The thing about BDS is that it keeps the conversation honest. When I'm asked to participate in a "dialogue" program with members of the pro-Israel camp, I refuse unless the conversation is based on a basic understanding of the nature of the conflict, namely that there on two very unequal parties. Israel is the aggressor with its occupation and discriminatory policies. This position is in keeping with the guidelines set out by the Palestinian Campaign for the Academic and Cultural Boycott of Israel (PACBI):
Events and projects that bring Palestinians and/or Arabs and Israelis together, unless framed within the explicit context of opposition to occupation and other forms of Israeli oppression of the Palestinians, are strong candidates for boycott.
Engagement for engagement's sake is futile. Dialogue must be based on recognition of basic truths and respect for human rights.
How does BDS keep the conversation honest? DKos' excellent contributor, Heathlander, wrote about just this issue:
I have found this to be the case with liberal Zionists generally: it is possible to have a productive discussion with them, and to reach broad areas of common agreement, as long as any real criticism of Israel’s policies, and in particular any serious effort to change them, is avoided. They will, for example, agree that Israel sometimes makes mistakes, or that the settlements should be strongly criticised, but will tend to reject any criticism of those policies that goes beyond very narrow boundaries (for instance, criticism of the Israeli political class as a whole rather than just the Right) and will recoil from any attempt to use boycott or other concrete means to bring those injustices to an end.

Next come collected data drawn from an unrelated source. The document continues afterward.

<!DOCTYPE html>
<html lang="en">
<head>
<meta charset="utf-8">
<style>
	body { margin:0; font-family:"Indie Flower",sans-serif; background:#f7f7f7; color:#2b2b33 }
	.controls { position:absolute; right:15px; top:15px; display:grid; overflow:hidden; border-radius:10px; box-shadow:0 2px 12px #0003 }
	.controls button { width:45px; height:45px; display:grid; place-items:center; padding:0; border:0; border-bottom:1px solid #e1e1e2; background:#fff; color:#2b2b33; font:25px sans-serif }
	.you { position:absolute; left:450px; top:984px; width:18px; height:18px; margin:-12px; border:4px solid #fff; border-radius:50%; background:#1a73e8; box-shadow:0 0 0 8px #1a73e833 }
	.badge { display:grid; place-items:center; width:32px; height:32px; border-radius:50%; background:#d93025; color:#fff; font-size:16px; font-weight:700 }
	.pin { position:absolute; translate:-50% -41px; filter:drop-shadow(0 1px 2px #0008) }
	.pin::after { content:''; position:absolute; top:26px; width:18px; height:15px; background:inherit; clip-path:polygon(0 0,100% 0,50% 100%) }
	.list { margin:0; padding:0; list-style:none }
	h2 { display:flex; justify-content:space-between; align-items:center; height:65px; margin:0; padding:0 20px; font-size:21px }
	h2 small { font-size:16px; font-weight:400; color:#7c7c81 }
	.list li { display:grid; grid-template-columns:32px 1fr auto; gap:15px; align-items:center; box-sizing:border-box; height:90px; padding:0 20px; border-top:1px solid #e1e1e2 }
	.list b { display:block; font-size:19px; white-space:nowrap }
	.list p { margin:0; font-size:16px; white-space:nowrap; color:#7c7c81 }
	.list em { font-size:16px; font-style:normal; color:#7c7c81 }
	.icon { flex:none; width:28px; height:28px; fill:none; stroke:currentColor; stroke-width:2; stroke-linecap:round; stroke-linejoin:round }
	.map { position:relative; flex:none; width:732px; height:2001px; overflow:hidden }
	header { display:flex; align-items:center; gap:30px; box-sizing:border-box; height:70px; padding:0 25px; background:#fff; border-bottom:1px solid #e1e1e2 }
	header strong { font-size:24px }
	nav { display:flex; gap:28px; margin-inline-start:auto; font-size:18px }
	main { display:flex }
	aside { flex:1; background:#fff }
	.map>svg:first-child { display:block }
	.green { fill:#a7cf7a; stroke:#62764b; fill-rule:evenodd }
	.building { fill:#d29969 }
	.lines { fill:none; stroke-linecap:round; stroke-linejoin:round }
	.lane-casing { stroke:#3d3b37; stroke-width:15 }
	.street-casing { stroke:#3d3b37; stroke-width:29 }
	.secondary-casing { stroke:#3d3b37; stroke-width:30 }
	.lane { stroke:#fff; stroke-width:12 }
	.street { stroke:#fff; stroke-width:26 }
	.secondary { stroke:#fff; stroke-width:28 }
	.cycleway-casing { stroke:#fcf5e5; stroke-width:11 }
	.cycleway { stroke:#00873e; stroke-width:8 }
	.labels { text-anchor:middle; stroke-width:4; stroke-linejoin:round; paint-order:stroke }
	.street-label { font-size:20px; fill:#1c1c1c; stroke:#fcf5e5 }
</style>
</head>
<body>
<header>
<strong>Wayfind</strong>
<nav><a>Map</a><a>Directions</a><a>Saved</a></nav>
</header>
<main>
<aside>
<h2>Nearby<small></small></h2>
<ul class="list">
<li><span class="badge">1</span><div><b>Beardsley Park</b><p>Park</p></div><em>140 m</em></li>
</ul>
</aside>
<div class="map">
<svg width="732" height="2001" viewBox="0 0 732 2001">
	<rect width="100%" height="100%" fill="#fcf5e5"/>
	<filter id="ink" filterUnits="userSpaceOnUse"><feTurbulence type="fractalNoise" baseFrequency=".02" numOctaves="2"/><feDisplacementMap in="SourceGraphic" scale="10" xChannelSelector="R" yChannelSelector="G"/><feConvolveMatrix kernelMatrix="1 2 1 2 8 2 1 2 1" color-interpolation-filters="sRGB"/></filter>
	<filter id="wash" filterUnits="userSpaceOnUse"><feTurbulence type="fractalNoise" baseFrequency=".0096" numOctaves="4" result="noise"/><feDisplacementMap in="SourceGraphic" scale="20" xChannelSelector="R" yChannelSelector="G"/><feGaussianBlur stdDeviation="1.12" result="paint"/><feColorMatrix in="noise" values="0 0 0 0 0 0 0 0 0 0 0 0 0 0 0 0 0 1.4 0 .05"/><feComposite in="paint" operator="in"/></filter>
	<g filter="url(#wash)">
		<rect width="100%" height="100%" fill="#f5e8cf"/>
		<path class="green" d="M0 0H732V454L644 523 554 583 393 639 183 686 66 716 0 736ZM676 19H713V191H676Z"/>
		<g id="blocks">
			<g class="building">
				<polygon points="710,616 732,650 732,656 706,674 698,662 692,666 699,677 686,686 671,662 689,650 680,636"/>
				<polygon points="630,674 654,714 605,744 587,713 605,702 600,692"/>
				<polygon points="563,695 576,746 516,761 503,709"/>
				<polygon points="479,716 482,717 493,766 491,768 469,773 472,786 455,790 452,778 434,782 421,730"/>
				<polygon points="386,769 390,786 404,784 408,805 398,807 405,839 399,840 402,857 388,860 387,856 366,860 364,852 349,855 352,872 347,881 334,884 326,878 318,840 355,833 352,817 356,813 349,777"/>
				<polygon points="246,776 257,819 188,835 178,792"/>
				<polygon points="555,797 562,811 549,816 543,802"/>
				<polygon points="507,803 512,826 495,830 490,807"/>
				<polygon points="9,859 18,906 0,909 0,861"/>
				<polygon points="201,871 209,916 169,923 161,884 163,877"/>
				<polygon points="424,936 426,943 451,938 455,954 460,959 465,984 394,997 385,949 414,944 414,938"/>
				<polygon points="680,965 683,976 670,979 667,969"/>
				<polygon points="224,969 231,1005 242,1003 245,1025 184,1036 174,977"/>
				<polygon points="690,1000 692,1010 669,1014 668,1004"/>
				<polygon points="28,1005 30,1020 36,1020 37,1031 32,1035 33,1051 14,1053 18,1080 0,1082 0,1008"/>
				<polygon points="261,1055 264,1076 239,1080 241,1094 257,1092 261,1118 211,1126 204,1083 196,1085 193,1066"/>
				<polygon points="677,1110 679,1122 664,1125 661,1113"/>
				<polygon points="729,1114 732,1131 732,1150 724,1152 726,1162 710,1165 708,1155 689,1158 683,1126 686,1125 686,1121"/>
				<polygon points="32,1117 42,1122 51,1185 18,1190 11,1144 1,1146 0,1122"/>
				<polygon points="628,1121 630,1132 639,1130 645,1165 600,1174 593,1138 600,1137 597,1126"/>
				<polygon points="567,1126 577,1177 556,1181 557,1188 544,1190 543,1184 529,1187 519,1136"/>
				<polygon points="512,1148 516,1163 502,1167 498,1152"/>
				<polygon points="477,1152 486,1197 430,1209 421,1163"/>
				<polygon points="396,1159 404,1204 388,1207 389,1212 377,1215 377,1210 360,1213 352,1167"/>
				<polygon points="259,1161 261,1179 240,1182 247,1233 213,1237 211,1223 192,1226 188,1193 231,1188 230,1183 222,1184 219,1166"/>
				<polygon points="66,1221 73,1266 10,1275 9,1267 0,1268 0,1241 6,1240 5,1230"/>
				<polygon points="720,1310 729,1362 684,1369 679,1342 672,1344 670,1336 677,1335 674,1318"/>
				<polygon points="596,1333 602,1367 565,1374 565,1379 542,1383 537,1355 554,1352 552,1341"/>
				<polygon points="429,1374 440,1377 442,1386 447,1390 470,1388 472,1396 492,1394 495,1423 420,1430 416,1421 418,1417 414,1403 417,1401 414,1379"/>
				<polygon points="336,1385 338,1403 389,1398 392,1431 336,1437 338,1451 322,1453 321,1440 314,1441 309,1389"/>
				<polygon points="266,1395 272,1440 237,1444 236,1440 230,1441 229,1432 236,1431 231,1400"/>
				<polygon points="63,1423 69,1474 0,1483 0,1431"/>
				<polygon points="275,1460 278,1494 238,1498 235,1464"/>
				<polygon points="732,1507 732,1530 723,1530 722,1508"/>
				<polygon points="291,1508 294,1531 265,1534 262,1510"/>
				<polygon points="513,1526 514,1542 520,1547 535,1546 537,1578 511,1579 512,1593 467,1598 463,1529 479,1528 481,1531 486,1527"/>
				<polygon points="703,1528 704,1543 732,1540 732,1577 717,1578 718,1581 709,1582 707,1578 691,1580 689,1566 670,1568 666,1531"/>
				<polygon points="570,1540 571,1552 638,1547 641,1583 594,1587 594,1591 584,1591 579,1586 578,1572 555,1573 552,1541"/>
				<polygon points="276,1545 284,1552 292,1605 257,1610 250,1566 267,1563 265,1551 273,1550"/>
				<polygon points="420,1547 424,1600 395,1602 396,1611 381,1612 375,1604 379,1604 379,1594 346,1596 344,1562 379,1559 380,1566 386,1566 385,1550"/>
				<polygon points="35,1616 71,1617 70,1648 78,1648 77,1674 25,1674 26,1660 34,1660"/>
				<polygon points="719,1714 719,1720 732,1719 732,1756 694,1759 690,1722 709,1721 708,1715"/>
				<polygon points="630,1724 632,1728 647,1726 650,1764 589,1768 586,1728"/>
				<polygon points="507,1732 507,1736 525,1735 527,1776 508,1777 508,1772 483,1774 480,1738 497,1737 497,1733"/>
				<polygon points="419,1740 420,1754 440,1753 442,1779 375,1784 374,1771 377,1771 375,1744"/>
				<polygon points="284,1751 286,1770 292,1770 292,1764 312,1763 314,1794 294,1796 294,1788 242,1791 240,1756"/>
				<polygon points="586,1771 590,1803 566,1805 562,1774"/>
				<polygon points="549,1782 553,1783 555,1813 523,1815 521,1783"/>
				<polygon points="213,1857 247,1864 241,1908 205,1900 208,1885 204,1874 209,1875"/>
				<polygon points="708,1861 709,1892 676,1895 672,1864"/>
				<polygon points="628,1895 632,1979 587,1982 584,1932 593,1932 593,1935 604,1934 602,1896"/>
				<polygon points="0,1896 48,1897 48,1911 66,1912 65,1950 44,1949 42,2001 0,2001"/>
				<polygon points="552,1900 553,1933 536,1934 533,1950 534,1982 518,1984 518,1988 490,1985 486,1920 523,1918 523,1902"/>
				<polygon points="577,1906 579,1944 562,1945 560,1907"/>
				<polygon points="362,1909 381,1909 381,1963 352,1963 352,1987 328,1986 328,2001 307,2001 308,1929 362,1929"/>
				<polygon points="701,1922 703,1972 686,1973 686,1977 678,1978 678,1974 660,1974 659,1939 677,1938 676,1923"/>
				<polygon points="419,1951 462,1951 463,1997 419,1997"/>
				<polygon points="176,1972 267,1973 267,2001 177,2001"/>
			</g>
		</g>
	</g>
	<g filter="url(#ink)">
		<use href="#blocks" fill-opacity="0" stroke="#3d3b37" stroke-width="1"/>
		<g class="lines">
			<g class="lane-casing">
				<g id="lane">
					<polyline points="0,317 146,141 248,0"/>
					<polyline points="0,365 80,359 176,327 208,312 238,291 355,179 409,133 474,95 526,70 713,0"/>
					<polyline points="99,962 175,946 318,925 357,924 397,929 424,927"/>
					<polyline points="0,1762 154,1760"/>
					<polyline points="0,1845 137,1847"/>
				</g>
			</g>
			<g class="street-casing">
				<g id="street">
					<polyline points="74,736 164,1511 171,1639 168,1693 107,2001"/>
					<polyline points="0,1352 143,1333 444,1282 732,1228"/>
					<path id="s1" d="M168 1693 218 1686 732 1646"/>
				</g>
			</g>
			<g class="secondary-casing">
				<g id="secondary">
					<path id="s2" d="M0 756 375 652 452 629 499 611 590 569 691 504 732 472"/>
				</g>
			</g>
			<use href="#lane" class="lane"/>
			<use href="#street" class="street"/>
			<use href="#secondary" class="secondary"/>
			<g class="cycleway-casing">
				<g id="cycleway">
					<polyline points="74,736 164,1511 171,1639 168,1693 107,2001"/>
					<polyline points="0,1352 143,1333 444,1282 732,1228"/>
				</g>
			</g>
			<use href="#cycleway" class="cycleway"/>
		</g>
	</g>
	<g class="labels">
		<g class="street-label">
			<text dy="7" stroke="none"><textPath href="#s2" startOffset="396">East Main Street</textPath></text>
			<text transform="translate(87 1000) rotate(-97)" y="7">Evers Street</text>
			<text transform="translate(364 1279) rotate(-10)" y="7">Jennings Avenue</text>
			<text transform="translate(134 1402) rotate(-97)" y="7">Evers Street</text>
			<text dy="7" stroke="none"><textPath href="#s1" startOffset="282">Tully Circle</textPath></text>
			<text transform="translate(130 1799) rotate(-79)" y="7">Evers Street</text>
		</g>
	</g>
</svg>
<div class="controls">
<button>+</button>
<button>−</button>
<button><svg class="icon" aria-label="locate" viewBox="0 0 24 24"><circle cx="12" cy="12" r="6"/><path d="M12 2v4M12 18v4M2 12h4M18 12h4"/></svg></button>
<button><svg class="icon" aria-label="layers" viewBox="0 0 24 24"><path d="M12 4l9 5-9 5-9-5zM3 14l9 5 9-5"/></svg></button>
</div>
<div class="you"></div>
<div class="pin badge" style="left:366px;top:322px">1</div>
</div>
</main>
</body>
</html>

BDS demands that individuals take a stand to end the occupation. When Naomi Klein wrote in the Guardian in January 2009 supporting the BDS movement she confronted the accusation that boycotts sever communication by citing an example of how the cultural boycott opens up more conversation:
For eight years, my books have been published in Israel by a commercial house called Babel. But when I published The Shock Doctrine, I wanted to respect the boycott. On the advice of BDS activists, including the wonderful writer John Berger, I contacted a small publisher called Andalus. Andalus is an activist press, deeply involved in the anti-occupation movement and the only Israeli publisher devoted exclusively to translating Arabic writing into Hebrew. We drafted a contract that guarantees that all proceeds go to Andalus's work, and none to me. I am boycotting the Israeli economy but not Israelis. Our modest publishing plan required dozens of phone calls, emails and instant messages, stretching between Tel Aviv, Ramallah, Paris, Toronto and Gaza City. My point is this: as soon as you start a boycott strategy, dialogue grows dramatically. The argument that boycotts will cut us off from one another is particularly specious given the array of cheap information technologies at our fingertips. We are drowning in ways to rant at each other across national boundaries. No boycott can stop us.
So let's not get distracted by those here or in the U.S. administration who support oppression. Let's spend our time upholding the Rosa Parks of this movement.